EXERCISE BRIEF = Quote every line below exactly as it reads.

*** Opening of DATA FOR THIS EXERCISE ***

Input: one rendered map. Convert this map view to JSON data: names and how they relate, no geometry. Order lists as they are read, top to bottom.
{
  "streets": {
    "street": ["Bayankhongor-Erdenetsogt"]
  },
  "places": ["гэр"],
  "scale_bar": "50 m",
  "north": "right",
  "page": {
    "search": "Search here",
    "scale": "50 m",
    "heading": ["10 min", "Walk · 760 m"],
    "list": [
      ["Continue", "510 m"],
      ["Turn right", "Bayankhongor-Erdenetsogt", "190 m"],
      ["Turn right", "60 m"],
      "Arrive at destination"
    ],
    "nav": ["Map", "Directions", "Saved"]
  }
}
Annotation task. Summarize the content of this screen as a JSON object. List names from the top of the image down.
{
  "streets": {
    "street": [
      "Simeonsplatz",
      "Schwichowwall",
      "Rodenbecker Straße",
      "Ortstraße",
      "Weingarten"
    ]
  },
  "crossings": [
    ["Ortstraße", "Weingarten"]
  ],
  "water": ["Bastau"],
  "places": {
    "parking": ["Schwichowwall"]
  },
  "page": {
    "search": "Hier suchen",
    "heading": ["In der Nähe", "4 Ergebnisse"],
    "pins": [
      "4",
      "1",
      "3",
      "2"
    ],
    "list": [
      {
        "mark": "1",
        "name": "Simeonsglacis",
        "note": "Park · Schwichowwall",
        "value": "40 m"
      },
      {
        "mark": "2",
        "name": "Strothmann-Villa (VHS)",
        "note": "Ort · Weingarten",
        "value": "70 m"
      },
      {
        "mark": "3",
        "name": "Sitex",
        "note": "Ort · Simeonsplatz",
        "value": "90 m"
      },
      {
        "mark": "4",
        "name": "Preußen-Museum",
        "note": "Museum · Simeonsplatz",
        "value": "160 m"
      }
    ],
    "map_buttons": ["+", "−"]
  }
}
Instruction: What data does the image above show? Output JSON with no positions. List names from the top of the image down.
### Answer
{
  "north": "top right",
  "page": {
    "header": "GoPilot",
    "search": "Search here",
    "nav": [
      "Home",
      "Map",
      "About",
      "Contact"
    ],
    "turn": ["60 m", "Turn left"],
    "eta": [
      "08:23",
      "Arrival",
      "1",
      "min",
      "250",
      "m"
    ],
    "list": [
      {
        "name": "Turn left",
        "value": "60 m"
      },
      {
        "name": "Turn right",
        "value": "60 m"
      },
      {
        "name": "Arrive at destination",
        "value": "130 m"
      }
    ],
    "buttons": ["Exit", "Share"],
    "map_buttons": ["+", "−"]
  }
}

*** Close of DATA FOR THIS EXERCISE ***

OUTPUT FOR THIS EXERCISE =
Input: one rendered map. Convert this map view to JSON data: names and how they relate, no geometry. Order lists as they are read, top to bottom.
{
  "streets": {
    "street": ["Bayankhongor-Erdenetsogt"]
  },
  "places": ["гэр"],
  "scale_bar": "50 m",
  "north": "right",
  "page": {
    "search": "Search here",
    "scale": "50 m",
    "heading": ["10 min", "Walk · 760 m"],
    "list": [
      ["Continue", "510 m"],
      ["Turn right", "Bayankhongor-Erdenetsogt", "190 m"],
      ["Turn right", "60 m"],
      "Arrive at destination"
    ],
    "nav": ["Map", "Directions", "Saved"]
  }
}
Annotation task. Summarize the content of this screen as a JSON object. List names from the top of the image down.
{
  "streets": {
    "street": [
      "Simeonsplatz",
      "Schwichowwall",
      "Rodenbecker Straße",
      "Ortstraße",
      "Weingarten"
    ]
  },
  "crossings": [
    ["Ortstraße", "Weingarten"]
  ],
  "water": ["Bastau"],
  "places": {
    "parking": ["Schwichowwall"]
  },
  "page": {
    "search": "Hier suchen",
    "heading": ["In der Nähe", "4 Ergebnisse"],
    "pins": [
      "4",
      "1",
      "3",
      "2"
    ],
    "list": [
      {
        "mark": "1",
        "name": "Simeonsglacis",
        "note": "Park · Schwichowwall",
        "value": "40 m"
      },
      {
        "mark": "2",
        "name": "Strothmann-Villa (VHS)",
        "note": "Ort · Weingarten",
        "value": "70 m"
      },
      {
        "mark": "3",
        "name": "Sitex",
        "note": "Ort · Simeonsplatz",
        "value": "90 m"
      },
      {
        "mark": "4",
        "name": "Preußen-Museum",
        "note": "Museum · Simeonsplatz",
        "value": "160 m"
      }
    ],
    "map_buttons": ["+", "−"]
  }
}
Instruction: What data does the image above show? Output JSON with no positions. List names from the top of the image down.
### Answer
{
  "north": "top right",
  "page": {
    "header": "GoPilot",
    "search": "Search here",
    "nav": [
      "Home",
      "Map",
      "About",
      "Contact"
    ],
    "turn": ["60 m", "Turn left"],
    "eta": [
      "08:23",
      "Arrival",
      "1",
      "min",
      "250",
      "m"
    ],
    "list": [
      {
        "name": "Turn left",
        "value": "60 m"
      },
      {
        "name": "Turn right",
        "value": "60 m"
      },
      {
        "name": "Arrive at destination",
        "value": "130 m"
      }
    ],
    "buttons": ["Exit", "Share"],
    "map_buttons": ["+", "−"]
  }
}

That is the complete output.